Ya en el siglo XX, el
23 de marzo de 1956 tirón de orejas a los ayuntamientos retrasados en esto
de la ‘heráldica municipal’: se ordenó la “rehabilitación y adopción de armas
claramente distintivas que permitan la diferenciación”… atendiendo a lo
preceptuado en el Reglamento de 11 de
mayo de 1952 de “restablecer la antiquísima costumbre del
empleo de Armas por los Concejos y Villas” que se iba cumpliendo muy
lentamente. Y aquí ya se rompieron todas las reglas del juego, y de la
heráldica. Desde 1952 todos los municipios habidos y por haber en la vieja piel
de toro (islas adyacentes y plazas y territorios de soberanía) fueron definiendo
sus escudos con mayor o menor fortuna. Conocí a uno de aquellos “ilustres”

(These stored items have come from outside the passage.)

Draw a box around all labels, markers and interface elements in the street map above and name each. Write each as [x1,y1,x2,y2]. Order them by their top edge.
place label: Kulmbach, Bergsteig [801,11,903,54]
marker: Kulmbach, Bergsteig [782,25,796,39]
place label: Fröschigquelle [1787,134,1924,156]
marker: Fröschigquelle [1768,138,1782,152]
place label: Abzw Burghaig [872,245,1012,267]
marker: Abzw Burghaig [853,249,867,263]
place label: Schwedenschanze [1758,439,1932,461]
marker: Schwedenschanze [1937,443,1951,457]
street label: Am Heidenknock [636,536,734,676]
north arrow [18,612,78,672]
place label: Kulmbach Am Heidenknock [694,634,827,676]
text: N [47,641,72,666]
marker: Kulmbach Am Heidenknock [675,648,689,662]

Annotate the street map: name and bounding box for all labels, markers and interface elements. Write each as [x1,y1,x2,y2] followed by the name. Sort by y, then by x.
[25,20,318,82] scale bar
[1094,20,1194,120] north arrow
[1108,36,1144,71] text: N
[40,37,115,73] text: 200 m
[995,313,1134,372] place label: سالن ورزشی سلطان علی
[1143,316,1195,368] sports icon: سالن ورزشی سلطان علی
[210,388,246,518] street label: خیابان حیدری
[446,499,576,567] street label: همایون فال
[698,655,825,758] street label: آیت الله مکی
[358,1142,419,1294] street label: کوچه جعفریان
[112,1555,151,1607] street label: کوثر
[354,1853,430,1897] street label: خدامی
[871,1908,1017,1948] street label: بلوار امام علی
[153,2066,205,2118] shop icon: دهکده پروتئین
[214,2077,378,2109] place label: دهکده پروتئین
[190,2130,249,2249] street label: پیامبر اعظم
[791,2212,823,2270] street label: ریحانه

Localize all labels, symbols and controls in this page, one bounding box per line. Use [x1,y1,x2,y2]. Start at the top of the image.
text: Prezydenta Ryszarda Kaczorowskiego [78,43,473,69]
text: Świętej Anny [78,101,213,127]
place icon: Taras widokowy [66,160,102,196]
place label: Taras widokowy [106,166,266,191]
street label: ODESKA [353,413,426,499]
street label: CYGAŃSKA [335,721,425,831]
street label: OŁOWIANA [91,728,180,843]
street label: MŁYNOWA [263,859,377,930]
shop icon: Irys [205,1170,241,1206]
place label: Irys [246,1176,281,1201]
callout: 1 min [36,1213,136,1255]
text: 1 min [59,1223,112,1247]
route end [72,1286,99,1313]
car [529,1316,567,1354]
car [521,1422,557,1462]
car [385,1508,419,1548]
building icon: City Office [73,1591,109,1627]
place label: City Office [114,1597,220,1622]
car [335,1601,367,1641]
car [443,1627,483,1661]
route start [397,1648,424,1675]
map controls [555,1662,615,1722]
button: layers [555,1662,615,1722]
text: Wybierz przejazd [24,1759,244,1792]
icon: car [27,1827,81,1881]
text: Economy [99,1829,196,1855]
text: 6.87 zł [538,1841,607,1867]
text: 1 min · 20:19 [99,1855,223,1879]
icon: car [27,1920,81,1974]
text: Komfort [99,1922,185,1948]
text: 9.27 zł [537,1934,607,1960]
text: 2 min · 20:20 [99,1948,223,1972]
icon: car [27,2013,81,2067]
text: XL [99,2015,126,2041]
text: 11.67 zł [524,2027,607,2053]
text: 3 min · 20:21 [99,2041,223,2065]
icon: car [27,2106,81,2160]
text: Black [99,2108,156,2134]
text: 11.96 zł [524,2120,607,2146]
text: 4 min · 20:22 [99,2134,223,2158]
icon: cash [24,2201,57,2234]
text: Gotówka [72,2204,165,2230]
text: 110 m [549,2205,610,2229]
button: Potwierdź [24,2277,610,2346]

investigadores que amparándose en el Instituto
Salazar y Castro (del CSIC) recorrieron España inventando escudos para quien no lo tenía.
No sé de cuando es el escudo de Benidorm, ni entiendo la
iniciativa de Compromís. Benidorm tiene su sigillum y su escudo y no hay por
qué enmendar la plana. Que es del XIX; que es del XX… ¿Qué más da? Representa
lo que representa: Benidorm.
Animo a los investigadores a comprobar si el sigillum
de Benidorm está -o no- en la Colección
de Sigilografía del Archivo Histórico Nacional y a certificar que figura -o
no- en el Diccionario de Madoz. Si no está, es que no lo tenía antes
del XIX. Si tampoco aparece en la Espasa
Calpe de Piferrer es que ni sigillum,
ni escudo, ni gaitas, ni leches. Lo tenemos ahora, pues bien. Lo quieren
cambiar, pues mal. Solamente si en él
figura “un disparate histórico” es
legalmente impugnable. Y cono no es el caso, pues sigamos con él.